EdwinKipruto / mfp2

3 stars 0 forks source link

Categorical variables in formula interface #48

Open matherealize opened 1 year ago

matherealize commented 1 year ago

Currently the fp() function does not support categorical variables.

This means that the matrix interface and formula interface are not equivalent, because the latter does not allow to set selection level for categorical variables. All other parameters of fps are indeed irrelevant, but the selection parameter applies also to categorical variables, e.g. to keep a variable fixed in the model (for example to adjust a model for sex).

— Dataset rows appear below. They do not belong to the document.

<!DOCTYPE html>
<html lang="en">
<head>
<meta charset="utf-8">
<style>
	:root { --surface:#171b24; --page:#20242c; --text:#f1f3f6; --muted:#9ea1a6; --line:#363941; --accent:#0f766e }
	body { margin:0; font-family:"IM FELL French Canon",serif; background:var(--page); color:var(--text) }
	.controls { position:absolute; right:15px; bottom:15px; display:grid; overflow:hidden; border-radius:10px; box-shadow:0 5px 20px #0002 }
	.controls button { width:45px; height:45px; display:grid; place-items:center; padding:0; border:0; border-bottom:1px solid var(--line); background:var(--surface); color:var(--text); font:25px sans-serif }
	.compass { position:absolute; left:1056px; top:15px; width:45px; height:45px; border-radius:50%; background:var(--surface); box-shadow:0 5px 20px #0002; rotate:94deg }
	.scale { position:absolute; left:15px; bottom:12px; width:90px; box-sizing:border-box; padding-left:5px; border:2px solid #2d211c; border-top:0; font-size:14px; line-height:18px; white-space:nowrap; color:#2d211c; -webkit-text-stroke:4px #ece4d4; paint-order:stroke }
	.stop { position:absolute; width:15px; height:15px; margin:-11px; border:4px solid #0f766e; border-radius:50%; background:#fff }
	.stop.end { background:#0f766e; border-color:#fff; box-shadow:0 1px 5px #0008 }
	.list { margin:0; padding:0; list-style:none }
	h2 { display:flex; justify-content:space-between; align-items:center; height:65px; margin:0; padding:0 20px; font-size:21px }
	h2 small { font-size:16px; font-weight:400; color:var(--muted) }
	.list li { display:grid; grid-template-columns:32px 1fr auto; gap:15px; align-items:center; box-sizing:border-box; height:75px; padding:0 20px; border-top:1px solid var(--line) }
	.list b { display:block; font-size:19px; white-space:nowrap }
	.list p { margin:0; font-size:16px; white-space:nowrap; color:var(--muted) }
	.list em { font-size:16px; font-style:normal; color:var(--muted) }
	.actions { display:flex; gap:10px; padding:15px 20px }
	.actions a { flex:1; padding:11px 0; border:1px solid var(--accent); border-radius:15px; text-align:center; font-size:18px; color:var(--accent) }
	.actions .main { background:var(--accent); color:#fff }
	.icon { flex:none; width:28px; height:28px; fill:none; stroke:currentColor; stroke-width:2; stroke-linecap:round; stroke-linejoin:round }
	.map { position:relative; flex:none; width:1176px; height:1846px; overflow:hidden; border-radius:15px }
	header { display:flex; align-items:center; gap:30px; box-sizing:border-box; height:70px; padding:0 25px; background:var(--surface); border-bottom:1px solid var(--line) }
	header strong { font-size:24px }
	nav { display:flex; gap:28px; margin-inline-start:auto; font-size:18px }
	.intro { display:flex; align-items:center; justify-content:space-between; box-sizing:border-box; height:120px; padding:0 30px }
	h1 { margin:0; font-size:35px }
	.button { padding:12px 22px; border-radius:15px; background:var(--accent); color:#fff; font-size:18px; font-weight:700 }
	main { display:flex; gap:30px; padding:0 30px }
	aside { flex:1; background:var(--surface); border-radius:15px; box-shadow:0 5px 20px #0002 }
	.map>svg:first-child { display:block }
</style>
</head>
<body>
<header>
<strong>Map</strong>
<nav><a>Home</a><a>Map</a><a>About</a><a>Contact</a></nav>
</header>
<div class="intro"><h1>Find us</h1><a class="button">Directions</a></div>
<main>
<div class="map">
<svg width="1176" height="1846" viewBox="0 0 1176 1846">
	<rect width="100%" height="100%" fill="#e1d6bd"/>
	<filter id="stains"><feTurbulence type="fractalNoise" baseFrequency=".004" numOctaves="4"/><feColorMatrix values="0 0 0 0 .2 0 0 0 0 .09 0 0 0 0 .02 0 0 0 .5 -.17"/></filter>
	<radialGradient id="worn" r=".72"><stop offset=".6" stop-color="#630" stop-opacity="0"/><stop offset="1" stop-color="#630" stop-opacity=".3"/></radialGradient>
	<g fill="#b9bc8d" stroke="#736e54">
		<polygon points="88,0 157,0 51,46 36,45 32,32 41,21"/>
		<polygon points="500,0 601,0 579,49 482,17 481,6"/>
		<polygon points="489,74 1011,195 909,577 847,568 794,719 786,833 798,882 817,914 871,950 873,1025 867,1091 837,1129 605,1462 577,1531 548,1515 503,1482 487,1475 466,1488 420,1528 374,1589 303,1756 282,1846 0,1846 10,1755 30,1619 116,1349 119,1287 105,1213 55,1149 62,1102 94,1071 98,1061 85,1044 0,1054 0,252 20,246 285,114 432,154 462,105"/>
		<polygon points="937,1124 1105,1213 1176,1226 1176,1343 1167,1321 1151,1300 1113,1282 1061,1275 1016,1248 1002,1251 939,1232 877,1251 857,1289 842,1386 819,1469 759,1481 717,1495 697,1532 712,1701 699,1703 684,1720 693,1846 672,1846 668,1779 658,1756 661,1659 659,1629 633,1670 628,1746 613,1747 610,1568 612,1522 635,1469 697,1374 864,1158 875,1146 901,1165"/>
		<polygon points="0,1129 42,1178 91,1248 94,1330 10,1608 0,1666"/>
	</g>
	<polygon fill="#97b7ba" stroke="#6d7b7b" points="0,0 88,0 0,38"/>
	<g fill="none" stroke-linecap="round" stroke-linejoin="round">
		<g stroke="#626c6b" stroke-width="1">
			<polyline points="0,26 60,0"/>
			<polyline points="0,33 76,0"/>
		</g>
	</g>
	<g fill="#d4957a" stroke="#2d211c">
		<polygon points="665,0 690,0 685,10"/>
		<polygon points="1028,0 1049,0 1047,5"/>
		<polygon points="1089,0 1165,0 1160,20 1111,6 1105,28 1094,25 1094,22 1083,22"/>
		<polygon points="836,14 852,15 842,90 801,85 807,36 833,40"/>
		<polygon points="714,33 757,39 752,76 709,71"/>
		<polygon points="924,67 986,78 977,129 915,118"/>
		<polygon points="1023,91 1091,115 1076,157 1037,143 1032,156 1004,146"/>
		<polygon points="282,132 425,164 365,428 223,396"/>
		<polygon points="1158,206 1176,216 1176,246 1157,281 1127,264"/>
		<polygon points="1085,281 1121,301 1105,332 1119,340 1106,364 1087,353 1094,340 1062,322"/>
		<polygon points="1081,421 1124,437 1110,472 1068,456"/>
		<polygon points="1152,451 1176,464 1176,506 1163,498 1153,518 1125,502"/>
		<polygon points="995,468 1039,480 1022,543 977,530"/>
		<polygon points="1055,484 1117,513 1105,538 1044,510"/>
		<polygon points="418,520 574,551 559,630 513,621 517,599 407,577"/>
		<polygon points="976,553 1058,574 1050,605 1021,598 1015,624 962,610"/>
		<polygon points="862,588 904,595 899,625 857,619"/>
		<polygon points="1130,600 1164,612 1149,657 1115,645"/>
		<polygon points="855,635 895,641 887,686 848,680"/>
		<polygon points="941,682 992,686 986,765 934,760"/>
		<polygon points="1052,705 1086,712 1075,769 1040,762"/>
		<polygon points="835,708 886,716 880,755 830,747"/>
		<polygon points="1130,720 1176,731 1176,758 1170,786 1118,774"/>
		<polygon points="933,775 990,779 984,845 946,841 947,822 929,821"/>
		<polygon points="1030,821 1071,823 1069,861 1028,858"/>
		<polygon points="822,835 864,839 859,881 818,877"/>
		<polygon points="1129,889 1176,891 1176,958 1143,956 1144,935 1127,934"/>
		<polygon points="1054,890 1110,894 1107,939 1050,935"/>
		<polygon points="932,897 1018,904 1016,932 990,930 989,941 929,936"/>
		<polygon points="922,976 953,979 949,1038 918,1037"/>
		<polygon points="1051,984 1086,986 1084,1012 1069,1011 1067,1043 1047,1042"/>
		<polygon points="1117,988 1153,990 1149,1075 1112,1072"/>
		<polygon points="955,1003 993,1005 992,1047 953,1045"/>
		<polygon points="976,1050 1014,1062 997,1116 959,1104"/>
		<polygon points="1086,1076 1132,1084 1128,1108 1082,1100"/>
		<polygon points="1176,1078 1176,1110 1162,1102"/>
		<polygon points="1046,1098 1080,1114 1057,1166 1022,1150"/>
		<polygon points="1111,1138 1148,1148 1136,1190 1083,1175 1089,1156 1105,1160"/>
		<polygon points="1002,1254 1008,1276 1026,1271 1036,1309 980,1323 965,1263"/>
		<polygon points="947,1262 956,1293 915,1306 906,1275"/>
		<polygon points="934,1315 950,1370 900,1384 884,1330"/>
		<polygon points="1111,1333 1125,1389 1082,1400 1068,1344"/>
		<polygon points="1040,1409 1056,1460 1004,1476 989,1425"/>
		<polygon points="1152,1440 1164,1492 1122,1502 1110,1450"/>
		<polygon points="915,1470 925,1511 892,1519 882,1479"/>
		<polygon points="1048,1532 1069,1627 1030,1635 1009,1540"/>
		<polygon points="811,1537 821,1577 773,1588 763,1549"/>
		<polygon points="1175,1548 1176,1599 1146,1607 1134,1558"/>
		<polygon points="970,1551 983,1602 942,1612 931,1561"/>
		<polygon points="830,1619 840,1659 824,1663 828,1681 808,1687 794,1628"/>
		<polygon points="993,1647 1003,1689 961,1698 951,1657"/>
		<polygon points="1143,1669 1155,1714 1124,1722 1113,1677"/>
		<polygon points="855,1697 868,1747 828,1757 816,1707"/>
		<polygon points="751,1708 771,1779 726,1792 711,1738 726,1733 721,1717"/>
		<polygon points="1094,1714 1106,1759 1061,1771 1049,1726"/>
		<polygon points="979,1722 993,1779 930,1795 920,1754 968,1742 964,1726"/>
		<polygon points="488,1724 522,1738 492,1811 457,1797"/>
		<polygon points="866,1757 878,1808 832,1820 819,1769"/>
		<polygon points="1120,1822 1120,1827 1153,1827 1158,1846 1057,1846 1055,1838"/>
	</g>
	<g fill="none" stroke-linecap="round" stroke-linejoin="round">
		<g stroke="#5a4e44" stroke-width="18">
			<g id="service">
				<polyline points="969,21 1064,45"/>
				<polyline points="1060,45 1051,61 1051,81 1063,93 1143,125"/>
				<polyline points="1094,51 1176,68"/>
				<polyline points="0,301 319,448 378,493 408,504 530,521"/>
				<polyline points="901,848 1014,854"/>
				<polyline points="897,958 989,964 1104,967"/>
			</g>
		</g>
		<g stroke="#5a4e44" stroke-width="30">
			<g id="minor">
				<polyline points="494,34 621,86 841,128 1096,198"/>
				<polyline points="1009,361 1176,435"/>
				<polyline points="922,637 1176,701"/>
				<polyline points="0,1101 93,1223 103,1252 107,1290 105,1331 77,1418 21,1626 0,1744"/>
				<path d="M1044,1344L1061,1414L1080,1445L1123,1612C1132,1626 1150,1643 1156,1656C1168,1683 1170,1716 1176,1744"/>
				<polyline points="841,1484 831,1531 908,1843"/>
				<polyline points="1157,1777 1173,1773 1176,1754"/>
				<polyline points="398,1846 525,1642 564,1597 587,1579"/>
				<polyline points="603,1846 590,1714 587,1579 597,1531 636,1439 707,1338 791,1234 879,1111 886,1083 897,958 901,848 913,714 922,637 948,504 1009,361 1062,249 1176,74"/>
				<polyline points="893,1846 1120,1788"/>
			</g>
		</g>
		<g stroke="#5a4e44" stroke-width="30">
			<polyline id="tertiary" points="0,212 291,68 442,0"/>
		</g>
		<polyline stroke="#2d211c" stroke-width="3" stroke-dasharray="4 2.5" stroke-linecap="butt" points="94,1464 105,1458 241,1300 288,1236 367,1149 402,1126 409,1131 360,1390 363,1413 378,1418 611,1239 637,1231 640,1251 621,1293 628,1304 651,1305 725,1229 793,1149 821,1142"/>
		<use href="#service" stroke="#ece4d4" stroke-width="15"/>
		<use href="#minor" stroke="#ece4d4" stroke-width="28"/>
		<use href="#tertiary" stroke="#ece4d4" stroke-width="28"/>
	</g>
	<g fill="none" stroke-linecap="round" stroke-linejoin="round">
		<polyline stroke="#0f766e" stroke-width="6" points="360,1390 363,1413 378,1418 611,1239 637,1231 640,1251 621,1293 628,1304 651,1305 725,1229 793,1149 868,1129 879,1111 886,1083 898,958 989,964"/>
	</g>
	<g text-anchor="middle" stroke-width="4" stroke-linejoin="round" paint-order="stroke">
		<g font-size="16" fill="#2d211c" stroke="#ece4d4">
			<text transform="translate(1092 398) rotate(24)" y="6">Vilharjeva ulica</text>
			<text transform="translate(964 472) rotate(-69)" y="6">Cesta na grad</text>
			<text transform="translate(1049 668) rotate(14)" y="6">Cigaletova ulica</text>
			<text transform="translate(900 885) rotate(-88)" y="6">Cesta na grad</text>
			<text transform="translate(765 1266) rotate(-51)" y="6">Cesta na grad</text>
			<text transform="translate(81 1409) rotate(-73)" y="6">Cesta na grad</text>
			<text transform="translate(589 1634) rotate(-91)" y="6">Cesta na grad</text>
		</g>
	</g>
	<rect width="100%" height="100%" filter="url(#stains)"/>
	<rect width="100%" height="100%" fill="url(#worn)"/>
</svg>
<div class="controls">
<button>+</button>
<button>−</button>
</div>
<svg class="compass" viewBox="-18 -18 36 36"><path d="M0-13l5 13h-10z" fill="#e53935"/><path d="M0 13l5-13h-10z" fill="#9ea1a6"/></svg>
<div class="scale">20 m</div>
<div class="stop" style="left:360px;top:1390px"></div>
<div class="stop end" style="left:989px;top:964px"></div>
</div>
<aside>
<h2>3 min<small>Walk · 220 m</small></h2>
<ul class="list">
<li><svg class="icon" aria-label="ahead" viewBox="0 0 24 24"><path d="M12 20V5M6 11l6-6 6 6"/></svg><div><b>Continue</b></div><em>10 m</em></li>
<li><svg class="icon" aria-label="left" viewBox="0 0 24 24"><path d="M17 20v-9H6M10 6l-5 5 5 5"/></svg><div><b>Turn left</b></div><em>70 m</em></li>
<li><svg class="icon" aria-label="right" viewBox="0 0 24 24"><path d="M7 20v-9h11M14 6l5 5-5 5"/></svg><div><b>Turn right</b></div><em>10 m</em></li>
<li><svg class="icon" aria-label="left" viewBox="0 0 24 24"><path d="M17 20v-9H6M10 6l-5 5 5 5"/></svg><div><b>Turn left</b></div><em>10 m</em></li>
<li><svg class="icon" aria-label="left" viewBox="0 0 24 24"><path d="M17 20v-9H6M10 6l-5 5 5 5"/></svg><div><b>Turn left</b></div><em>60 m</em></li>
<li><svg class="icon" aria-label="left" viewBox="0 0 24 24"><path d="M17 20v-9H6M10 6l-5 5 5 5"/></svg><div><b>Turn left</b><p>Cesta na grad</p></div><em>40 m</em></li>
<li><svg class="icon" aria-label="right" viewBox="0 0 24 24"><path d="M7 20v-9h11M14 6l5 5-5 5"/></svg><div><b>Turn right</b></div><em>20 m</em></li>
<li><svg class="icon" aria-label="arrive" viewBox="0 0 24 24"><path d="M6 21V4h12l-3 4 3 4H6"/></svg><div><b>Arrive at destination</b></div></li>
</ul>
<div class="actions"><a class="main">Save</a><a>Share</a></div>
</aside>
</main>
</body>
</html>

Should we also allow fp() for categories but set all values to reasonable values then? mfp allows the use of fp terms even for categories, even though it makes no sense to set df to anything else but 1 etc...

Alternatively, should we introduce another term that only allows to do this for categories?

EdwinKipruto commented 1 year ago

fp() can be used with categorical variables after the user has created dummy variables. Then the parameters can be fixed using fp() function.

matherealize commented 1 year ago

But this is extremely user unfriendly and very surprising, given that the formula interface is supposed to do that work for you. I still suggest to change this behaviour. Do you see any problems with that when we change the fp function accordingly, and make sure everything still works in mfp2.formula?

EdwinKipruto commented 1 year ago

You can remove the condition that stops fp() from taking as input factor variables but you have to rework on the entire codes in particular mfp2.formula(). It might not be such difficult but it needs some time to distinguish between variables that undergo fp transformation and categorical variables

On Wed 24. May 2023 at 16:30, Michael Kammer @.***> wrote:

But this is extremely user unfriendly and very surprising, given that the formula interface is supposed to do that work for you. I still suggest to change this behaviour. Do you see any problems with that when we change the fp function accordingly, and make sure everything still works in mfp2.formula?

— Reply to this email directly, view it on GitHub https://github.com/EdwinKipruto/mfp2/issues/48#issuecomment-1561271928, or unsubscribe https://github.com/notifications/unsubscribe-auth/AM233ZA3JAFKVIRBVSWRAXDXHYLQLANCNFSM6AAAAAAYNOP574 . You are receiving this because you commented.Message ID: @.***>

matherealize commented 1 year ago

Then I think we can add another attribute, "is.factor" to store that information. That should simplify things.